GPGPU計算 (HPC・倍精度浮動小数点)向け構成事例

GPGPU(CUDA)を使った数値計算では、使用する浮動小数点演算の精度によって適切なGPUが異なります。GeForceシリーズのGPUは比較的安価で単精度浮動小数点(FP32)の性能が高いものの、倍精度浮動小数点(FP64)の演算性能はFP32の演算性能と比べて非常に低いです。一方でTeslaシリーズや一部のQuadro, TITANモデルではFP32の演算性能だけでなくFP64の演算性能も高いのが特徴です。

Deep Learningのトレーニングにおける計算では一般的に単精度浮動小数点演算が使用され、その他に半精度浮動小数点と単精度浮動小数点と混在させた混合精度や整数なども使用されます。また、画像処理や信号処理の用途などでも単精度浮動小数点で十分なことが多く、こういった分野ではGeForceシリーズなどが用いられます。

一方、流体計算や構造計算、電磁波解析をはじめとした様々な分野の数値シミュレーションにおいては、単精度浮動小数点では精度が不足する計算が多々あります。そのようなシミュレーションにおいては、すべて倍精度浮動小数点を使用した計算あるいは倍精度浮動小数点と単精度浮動小数点を両方しようした混合精度での計算が必要になります。
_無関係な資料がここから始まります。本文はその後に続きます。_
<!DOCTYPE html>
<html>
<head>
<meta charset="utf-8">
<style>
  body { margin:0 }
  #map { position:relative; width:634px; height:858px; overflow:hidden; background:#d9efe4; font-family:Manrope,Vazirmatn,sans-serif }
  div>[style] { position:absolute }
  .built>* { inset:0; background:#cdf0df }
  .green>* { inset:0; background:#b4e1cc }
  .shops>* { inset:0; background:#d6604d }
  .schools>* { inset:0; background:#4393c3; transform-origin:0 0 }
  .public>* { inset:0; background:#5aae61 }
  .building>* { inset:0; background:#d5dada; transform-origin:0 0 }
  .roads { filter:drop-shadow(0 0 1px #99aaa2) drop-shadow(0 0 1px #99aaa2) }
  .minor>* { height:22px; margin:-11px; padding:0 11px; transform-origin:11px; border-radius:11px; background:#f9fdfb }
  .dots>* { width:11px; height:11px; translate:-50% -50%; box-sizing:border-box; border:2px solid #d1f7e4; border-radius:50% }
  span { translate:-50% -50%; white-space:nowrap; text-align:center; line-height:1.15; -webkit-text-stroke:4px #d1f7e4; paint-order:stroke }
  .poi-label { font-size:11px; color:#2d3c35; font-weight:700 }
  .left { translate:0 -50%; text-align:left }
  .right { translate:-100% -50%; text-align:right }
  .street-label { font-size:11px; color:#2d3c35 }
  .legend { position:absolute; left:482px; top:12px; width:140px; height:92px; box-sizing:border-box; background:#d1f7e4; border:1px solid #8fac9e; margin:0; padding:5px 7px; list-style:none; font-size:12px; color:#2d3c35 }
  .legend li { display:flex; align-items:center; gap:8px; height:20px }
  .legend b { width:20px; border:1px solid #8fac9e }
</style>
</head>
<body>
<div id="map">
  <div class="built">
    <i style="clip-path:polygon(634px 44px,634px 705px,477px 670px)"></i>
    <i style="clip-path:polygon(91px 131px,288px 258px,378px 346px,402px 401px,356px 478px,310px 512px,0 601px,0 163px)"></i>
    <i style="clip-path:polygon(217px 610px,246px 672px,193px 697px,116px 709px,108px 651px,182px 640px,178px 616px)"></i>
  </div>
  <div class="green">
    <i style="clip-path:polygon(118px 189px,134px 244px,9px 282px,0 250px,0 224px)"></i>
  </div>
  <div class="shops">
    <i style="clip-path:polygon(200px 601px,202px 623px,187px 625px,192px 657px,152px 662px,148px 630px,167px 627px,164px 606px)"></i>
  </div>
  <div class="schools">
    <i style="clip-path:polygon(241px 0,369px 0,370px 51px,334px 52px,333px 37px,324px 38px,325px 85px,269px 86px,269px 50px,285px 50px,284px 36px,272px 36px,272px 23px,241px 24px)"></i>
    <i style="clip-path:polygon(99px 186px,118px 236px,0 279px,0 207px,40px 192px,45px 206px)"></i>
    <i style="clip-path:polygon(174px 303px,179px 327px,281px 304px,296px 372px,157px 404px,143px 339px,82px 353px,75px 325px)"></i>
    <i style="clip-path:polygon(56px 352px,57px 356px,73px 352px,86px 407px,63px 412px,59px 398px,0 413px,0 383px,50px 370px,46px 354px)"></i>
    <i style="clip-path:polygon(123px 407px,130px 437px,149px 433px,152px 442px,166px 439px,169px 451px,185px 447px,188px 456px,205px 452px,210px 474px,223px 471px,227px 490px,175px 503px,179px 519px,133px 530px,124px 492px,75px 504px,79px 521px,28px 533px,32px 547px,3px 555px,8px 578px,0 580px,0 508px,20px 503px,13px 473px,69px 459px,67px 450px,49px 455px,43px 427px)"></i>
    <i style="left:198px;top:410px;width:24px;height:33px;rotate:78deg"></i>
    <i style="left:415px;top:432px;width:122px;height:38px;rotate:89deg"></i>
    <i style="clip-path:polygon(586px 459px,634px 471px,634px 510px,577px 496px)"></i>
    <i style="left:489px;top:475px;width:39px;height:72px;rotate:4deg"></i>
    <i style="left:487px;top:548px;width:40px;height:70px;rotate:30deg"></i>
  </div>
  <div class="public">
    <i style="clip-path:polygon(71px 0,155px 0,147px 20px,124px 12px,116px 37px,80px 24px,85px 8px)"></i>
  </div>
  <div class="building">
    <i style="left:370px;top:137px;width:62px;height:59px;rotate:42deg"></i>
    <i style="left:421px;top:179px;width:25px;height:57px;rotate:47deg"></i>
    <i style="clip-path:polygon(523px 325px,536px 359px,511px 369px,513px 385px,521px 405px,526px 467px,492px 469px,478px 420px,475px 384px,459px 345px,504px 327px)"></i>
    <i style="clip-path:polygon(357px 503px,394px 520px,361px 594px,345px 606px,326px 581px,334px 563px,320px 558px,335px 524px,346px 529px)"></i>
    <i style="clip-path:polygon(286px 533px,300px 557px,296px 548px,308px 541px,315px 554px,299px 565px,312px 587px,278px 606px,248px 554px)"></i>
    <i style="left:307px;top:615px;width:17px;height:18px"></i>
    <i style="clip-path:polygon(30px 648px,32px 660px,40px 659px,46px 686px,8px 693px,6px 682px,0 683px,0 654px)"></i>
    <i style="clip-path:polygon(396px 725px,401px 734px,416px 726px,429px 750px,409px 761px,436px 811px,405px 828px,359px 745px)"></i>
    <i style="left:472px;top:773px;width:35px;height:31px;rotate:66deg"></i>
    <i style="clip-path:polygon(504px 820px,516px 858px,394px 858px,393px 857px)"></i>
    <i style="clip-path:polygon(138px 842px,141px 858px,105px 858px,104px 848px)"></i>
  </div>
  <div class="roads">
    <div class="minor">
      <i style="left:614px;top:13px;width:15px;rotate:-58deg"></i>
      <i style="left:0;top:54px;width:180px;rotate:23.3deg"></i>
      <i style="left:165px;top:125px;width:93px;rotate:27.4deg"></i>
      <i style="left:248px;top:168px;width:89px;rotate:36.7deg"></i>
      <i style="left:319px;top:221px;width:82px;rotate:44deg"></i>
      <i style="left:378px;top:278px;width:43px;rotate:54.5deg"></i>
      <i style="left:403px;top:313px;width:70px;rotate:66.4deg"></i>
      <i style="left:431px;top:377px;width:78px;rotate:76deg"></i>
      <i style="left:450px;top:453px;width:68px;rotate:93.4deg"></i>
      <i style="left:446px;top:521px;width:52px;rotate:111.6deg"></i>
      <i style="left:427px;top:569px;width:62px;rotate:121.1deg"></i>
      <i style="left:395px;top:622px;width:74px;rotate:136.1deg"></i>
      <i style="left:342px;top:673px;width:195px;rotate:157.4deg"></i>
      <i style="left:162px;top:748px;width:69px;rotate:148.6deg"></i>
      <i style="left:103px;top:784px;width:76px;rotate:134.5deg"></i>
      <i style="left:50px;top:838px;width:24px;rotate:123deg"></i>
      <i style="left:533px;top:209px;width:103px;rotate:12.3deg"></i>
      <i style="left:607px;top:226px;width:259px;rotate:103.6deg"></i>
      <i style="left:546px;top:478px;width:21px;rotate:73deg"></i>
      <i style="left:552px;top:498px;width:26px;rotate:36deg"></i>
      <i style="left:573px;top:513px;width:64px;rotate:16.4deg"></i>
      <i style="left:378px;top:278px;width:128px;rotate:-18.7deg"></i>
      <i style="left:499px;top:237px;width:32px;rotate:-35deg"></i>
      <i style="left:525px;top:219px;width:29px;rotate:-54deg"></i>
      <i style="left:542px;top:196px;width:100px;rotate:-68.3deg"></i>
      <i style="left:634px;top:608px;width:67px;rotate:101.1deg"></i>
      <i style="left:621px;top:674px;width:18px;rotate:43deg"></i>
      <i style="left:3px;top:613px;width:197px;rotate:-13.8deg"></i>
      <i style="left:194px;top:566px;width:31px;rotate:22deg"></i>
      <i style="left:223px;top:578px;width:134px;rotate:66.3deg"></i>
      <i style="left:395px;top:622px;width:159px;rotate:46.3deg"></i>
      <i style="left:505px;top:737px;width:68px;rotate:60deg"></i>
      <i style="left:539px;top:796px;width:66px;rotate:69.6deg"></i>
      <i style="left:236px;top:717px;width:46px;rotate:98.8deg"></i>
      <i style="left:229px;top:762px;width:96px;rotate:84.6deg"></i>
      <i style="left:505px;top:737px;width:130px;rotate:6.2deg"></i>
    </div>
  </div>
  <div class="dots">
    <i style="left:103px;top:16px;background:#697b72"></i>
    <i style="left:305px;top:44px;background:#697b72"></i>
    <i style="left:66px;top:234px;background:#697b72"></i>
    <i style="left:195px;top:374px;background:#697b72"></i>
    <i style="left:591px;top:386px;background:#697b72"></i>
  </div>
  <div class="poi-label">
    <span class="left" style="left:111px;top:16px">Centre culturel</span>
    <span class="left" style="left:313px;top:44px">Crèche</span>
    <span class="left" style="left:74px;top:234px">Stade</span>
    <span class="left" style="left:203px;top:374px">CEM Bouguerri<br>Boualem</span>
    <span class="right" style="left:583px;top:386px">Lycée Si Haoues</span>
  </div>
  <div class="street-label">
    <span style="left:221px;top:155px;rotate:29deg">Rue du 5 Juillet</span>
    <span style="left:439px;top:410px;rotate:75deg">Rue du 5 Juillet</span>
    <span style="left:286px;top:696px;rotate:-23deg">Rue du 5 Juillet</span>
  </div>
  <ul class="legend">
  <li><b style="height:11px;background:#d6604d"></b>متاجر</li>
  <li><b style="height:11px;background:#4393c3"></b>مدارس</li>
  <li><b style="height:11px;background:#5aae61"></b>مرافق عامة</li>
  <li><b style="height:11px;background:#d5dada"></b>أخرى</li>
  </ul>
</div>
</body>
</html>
このような分野においてGPUの高い性能を活用するためにはNVIDIA V100S、A100などの倍精度浮動小数点演算性能が高いGPUを利用する必要があります。

GPGPU計算において必要なCPUの性能に関してはアプリケーションによってさまざまです。GPU上での計算中にCPU側でも並行してマルチコア計算を行う場合や、複数のGPUでの計算結果を元にCPUで計算を行って次のGPU計算の入力データにする場合はCPU性能も必要です。一方、CPUでの計算時間がGPUでの計算時間と比べて非常に短ければそれほどCPU性能は必要ないことになります。

構成事例

1. 水冷NVIDIA V100S搭載デスクサイドGPUパソコン

お問い合わせ内容

デスクサイドマシンで、倍精度浮動小数点演算を使用できるGPGPU計算機。NVIDIA V100S以外のスペックは予算内の範囲で可能なもの。

ご提案構成

デスクサイドでの利用のため騒音の大きなサーバ向け筐体にすることはできないため、NVIDIA V100S 1枚を当社水冷方式で搭載しました。ご予算上限からCPUやメモリはそれほど性能の高いものを確保できないため、CPUはXeon Silver 1基、メモリは96GBとしました。

主な仕様

  • CPU: 1x Intel Xeon Silver
  • メモリ: 96GB DDR4-2400 6-channel
  • ビデオ: Onboard VGA
  • GPGPU: 当社水冷1x NVIDIA V100S 32GB
  • ATXミドルタワーケース

ベースモデル

GPU-Xeon1W-A100X2-LC (※現行モデル)

2. 水冷NVIDIA A100 PCIe 40GB搭載GPUワークステーション

お問い合わせ内容

NVIDIA A100 PCIeを1枚搭載した数値計算・ディープラーニング用GPUワークステーション。

ご提案構成

CPUは16コアのThreadripper PRO 3955WXを1基搭載、メモリを512GB (ECC Registered)、GPUを当社水冷仕様のNVIDIA A100 40GB PCIeを1枚搭載した構成としました。基本構成の制約から、ケースはフルタワー型となりました。

主な仕様

  • CPU: Threadripper PRO 3955WX 16コア
  • メモリ: 512GB DDR4-3200 8-channel (ECC Registered)
  • Video: NVIDIA GeForce GT1030
  • GPGPU: 当社水冷 1x NVIDIA A100 40GB PCIe
  • フルタワーケース

ベースモデル

GPU-TRPRO-A100-LC


本ページのハードウェア構成は納品当時の構成のため、最新のパーツではないことがあります。また同分野のアプリケーションであっても実際の性能は計算モデル、アルゴリズム、コンパイラ、ソルバーやライブラリ、ソースコードなどに依存するため、必ずしも最適な構成ではない場合があります。